Paper Number
VP48 

Session
Pre-recorded Flash Presentations (virtual)

Title
Saliva rheology and its effect on aerosol generation during sneezing

Presentation Date and Time
All Week (Asynchronous) Any Time

Track / Room
Pre-recorded Presentation / Virtual

Authors (Click on name to view author profile)

1. Rodriguez Hakim, Mariana (ETH Zürich, Department of Materials)
2. Räz, Linard (ETH Zürich, Department of Materials)
3. Vermant, Jan (ETH Zurich, Materials Departement)

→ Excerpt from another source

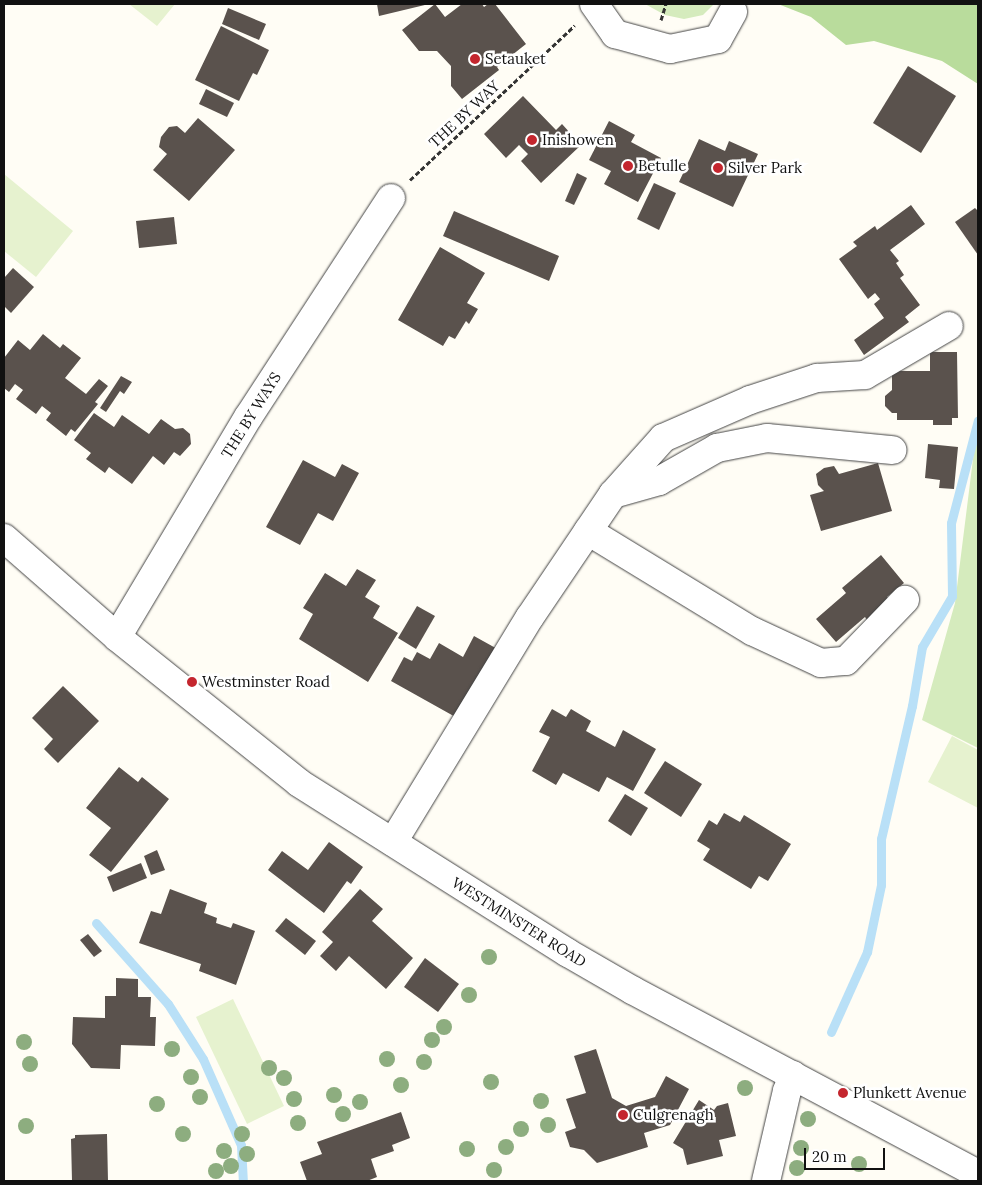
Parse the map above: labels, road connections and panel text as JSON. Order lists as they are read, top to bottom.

Author and Affiliation Lines (in printed abstract book)
Mariana Rodriguez Hakim, Linard Räz and Jan Vermant
Department of Materials, ETH Zürich, Zürich, Zürich 8049, Switzerland

Speaker / Presenter 
Rodriguez Hakim, Mariana

Keywords
experimental methods; applied rheology; biological materials; flow-induced instabilities; non-Newtonian fluids; polymer solutions; rheology methods

Text of Abstract
Aerosols and droplets that are produced upon sneezing, coughing, or speaking can lead to the transmission of contagious diseases such as COVID-19, influenza, and tuberculosis. The mechanism of droplet formation during sneezing has been previously documented, revealing that the mucus volume is initially expelled as a flat sheet, which destabilizes into filaments that subsequently break up into droplets [1]. Less than 1% of the total salivary mass is composed of mucins, a high molecular weight protein that renders mucus viscoelastic. The presence of mucins influences the dynamics of filament stretching by retarding the onset of droplet formation. The process of aerosol formation during sneezing is systematically replicated using an impinging jet setup, where the collision of two liquid jets forms a thin fluid sheet that can subsequently fragment into ligaments and droplets [2]. Experiments are conducted with human saliva provided by different donors, and the resulting sheet morphologies are compared to commercially available saliva substitutes. We quantify the effect of viscoelasticity via oscillatory shear and extensional rheology experiments. Due to the radial flow profile that is established within the sheet, extensional stresses dominate over shear stresses. We summarize our results in terms of the dimensionless Weber, Reynolds, and Deborah numbers. We find that for a given solution, the sheet-to-ligament and the ligament-to-aerosol transitions are primarily determined by the Weber number. The magnitude of this transition Weber number is directly correlated to the elasticity of the solution, quantified by the Deborah number. This is particularly relevant for human saliva, since the Deborah numbers among donors can differ by up to two orders of magnitude. Thus, higher ejecta velocities and a diminished saliva elasticity facilitate the formation of aerosols upon sneezing. [1] B. E. Scharfman et al., Exp Fluids 57, 24 (2016). [2] J. W. M. Bush and A. E. Hasha, J. of Fluid Mech., 511 (2004).